Stored items:
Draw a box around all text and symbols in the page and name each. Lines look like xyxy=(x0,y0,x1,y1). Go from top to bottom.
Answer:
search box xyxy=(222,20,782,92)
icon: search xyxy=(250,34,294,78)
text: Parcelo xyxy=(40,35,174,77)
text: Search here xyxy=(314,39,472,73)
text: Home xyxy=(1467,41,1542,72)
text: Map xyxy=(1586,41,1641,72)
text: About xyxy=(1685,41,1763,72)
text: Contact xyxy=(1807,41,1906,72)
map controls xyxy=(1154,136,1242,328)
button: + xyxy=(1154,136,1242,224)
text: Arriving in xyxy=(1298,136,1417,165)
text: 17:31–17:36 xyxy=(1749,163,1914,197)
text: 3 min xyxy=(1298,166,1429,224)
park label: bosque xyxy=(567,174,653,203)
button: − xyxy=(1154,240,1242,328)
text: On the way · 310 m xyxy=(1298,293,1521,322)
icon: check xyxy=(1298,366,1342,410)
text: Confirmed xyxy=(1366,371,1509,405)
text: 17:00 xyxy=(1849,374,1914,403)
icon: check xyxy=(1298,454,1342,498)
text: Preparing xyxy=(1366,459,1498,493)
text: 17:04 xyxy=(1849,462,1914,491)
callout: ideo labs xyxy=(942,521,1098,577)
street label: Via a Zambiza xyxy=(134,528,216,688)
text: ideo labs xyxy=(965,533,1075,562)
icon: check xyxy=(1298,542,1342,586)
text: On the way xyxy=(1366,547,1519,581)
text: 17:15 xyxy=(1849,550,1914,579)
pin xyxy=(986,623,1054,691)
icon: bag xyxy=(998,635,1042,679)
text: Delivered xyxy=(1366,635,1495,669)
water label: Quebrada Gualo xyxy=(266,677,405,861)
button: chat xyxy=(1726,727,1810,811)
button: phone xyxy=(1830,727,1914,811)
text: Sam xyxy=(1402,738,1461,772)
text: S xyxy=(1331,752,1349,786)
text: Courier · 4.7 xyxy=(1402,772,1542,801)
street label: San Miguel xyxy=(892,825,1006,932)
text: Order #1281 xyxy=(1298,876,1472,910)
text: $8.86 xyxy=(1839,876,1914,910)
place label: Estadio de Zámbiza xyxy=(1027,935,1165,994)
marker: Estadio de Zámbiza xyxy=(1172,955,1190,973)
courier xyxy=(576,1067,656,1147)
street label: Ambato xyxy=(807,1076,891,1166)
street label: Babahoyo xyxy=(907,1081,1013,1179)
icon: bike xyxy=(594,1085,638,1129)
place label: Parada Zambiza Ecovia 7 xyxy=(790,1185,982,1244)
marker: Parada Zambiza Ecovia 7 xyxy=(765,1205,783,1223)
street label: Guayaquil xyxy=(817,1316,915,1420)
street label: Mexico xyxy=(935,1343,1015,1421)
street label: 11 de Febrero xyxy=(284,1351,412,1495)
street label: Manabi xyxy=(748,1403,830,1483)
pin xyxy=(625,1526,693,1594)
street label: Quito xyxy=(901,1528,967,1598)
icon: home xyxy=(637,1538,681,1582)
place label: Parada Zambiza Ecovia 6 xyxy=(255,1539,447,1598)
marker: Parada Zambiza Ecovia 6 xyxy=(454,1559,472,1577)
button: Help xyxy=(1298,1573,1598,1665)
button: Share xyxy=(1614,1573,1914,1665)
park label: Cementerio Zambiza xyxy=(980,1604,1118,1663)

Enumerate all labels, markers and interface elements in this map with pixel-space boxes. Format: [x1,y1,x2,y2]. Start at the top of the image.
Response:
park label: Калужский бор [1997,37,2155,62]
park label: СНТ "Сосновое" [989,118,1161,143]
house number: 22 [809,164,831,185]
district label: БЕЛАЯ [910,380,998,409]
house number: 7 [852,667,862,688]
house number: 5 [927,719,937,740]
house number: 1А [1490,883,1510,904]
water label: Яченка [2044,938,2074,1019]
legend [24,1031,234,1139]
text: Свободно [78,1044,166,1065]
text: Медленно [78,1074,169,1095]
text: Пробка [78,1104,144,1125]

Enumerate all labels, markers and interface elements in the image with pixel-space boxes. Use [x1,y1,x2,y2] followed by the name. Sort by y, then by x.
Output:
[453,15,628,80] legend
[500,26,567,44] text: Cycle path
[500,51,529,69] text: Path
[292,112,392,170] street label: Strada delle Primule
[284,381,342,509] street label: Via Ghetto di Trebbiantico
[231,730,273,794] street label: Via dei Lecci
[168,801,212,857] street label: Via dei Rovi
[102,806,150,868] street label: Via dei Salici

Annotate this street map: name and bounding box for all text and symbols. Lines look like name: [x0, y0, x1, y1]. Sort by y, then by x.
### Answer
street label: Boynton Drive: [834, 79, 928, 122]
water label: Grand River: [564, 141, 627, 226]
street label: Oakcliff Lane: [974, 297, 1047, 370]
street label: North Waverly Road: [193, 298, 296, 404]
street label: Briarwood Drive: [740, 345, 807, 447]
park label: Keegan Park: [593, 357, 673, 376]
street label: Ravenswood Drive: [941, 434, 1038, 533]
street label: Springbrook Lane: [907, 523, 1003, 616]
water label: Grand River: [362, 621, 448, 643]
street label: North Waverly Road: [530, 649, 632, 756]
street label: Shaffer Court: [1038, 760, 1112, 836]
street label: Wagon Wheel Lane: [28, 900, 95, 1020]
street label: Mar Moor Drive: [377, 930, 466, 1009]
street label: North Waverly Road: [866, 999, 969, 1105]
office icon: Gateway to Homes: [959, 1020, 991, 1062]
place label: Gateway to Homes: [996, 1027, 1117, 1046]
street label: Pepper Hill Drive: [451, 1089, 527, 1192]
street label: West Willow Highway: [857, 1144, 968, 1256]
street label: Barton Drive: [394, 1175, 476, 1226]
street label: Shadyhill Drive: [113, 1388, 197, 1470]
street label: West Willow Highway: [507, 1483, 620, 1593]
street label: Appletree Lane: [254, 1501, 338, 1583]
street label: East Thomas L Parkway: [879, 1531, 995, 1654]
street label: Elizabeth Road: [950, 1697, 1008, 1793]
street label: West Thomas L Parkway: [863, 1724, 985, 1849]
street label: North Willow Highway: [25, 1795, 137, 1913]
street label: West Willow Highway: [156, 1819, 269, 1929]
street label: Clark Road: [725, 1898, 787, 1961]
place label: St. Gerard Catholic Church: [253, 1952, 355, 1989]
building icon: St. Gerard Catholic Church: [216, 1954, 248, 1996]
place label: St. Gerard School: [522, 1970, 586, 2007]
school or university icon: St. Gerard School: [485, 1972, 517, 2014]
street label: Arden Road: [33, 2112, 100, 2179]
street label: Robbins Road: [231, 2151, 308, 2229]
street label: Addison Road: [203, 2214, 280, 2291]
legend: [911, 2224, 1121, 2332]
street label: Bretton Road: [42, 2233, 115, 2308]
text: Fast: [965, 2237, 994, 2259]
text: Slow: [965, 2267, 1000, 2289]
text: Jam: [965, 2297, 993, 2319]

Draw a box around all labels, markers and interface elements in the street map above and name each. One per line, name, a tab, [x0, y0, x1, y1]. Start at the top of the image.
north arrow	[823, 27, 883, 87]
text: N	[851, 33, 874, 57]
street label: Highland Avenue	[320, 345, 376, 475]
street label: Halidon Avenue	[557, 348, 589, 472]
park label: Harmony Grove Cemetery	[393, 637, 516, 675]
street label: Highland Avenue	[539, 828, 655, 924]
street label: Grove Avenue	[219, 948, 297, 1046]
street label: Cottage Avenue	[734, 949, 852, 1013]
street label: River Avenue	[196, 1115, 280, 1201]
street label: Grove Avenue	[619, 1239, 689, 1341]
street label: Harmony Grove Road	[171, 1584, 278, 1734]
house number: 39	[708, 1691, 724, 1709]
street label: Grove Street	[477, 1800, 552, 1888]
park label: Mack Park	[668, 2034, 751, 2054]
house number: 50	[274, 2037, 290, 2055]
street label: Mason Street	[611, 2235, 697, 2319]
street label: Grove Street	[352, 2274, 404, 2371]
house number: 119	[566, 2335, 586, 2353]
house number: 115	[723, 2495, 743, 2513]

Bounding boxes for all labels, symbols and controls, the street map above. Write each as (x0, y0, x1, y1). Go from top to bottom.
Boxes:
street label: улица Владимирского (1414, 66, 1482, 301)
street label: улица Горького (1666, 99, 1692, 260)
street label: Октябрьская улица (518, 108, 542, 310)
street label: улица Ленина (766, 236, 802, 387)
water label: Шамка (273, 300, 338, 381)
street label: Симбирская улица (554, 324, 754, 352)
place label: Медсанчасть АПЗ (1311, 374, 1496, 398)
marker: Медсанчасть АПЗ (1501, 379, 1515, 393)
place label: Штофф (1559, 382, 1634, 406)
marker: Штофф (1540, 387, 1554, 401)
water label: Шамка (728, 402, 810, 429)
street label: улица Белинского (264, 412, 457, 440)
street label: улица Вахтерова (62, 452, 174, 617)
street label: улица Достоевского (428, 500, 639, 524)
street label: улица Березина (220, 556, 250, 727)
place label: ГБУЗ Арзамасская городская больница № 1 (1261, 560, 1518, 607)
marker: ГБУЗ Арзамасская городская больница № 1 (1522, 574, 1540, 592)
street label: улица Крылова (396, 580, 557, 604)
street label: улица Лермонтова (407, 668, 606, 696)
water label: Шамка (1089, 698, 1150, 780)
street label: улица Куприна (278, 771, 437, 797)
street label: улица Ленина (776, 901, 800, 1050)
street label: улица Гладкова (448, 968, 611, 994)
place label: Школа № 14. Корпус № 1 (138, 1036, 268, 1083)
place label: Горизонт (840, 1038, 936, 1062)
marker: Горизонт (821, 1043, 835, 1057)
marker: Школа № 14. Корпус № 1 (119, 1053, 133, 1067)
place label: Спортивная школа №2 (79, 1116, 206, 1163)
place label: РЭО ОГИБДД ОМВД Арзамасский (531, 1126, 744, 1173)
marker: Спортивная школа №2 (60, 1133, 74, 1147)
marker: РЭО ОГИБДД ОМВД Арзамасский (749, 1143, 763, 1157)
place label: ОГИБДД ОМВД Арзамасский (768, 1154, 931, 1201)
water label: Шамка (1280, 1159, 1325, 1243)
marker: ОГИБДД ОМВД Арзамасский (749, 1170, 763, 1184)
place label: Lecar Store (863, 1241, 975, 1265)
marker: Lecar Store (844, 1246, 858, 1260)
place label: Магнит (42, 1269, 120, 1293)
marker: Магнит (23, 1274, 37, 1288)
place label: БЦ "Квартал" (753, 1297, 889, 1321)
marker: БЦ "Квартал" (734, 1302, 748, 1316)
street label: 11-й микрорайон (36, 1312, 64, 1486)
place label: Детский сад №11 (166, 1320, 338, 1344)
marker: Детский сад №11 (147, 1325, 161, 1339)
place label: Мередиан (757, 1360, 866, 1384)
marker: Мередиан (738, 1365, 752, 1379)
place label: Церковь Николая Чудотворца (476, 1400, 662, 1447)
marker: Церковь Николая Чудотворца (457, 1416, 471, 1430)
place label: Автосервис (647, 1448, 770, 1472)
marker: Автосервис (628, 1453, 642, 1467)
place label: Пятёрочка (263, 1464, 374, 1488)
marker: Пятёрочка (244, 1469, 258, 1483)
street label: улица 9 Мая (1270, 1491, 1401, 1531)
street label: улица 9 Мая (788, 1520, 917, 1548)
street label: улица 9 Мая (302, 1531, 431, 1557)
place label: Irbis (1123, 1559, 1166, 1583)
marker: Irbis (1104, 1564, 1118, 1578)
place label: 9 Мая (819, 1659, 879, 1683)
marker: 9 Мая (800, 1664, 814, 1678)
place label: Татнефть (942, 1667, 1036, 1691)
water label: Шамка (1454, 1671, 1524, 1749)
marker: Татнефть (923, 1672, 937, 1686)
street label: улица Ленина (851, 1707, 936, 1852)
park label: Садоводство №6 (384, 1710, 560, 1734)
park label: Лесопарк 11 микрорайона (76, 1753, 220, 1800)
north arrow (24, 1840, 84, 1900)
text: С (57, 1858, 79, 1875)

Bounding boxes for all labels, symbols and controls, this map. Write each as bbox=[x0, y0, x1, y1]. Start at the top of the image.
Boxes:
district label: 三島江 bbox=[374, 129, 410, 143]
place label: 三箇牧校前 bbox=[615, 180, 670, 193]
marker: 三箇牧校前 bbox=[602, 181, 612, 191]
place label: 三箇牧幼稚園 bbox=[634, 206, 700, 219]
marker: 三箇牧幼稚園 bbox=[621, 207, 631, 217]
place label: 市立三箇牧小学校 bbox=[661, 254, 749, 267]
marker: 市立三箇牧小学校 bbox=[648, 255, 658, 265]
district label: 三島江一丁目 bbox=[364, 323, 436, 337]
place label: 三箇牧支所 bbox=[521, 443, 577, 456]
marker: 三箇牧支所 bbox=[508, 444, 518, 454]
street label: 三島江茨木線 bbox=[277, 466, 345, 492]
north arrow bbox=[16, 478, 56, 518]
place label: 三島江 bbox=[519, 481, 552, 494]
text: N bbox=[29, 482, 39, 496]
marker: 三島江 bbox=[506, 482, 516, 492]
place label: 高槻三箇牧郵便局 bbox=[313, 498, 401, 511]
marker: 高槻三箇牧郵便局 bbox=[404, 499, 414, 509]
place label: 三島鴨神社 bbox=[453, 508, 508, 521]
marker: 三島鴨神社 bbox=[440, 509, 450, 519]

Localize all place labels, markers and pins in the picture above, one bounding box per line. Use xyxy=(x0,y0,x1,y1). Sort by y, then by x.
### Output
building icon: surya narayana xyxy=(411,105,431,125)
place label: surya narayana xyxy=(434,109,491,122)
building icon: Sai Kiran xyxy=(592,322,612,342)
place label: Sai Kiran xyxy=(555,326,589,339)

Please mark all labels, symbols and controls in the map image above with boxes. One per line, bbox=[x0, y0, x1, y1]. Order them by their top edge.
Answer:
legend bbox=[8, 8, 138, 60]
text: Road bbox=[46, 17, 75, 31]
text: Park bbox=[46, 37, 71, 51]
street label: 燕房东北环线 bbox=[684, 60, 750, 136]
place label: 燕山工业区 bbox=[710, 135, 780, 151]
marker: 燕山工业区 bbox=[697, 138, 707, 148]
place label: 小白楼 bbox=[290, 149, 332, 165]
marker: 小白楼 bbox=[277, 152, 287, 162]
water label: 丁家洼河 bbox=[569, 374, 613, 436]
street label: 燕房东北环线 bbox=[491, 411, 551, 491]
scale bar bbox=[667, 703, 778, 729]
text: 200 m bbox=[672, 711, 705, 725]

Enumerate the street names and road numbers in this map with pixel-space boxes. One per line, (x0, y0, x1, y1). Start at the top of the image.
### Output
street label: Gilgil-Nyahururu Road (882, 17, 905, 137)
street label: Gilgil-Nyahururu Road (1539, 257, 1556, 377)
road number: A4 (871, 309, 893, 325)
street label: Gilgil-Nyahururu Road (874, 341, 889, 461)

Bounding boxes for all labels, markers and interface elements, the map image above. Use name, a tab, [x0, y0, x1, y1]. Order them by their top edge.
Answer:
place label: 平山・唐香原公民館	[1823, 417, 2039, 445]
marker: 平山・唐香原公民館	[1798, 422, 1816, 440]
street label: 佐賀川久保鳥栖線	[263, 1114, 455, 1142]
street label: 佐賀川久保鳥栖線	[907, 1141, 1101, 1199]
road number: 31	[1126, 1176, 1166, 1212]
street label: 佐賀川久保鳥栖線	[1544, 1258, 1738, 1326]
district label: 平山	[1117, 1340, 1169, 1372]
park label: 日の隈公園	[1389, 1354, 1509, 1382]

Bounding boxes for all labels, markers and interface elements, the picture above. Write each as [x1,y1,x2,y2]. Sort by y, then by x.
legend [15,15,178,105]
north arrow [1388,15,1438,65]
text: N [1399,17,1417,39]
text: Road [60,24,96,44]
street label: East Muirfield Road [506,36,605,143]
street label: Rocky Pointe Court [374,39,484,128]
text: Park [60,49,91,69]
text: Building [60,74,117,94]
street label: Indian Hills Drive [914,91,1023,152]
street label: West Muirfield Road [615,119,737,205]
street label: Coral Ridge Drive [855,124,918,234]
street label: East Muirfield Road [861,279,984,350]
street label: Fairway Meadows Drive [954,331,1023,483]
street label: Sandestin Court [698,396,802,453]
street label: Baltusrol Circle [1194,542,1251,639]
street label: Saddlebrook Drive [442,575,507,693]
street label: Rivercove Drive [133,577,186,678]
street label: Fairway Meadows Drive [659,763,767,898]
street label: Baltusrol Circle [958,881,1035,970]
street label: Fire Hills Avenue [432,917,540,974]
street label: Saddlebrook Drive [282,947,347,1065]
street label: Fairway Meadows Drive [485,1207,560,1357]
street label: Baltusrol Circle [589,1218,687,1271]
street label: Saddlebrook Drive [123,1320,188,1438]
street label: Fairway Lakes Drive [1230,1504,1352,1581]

*Prompt:* Set down precisely the lines above between the line holding "Please mark all" and the line holding "Enumerate the street", inclusive, and nothing beyond them.

*Solved exercise:*
Please mark all labels, symbols and controls in the map image above with boxes. One per line, bbox=[x0, y0, x1, y1]. Order them by their top edge.
Answer:
legend bbox=[8, 8, 138, 60]
text: Road bbox=[46, 17, 75, 31]
text: Park bbox=[46, 37, 71, 51]
street label: 燕房东北环线 bbox=[684, 60, 750, 136]
place label: 燕山工业区 bbox=[710, 135, 780, 151]
marker: 燕山工业区 bbox=[697, 138, 707, 148]
place label: 小白楼 bbox=[290, 149, 332, 165]
marker: 小白楼 bbox=[277, 152, 287, 162]
water label: 丁家洼河 bbox=[569, 374, 613, 436]
street label: 燕房东北环线 bbox=[491, 411, 551, 491]
scale bar bbox=[667, 703, 778, 729]
text: 200 m bbox=[672, 711, 705, 725]

Enumerate the street names and road numbers in this map with pixel-space boxes. One per line, (x0, y0, x1, y1). Start at the top of the image.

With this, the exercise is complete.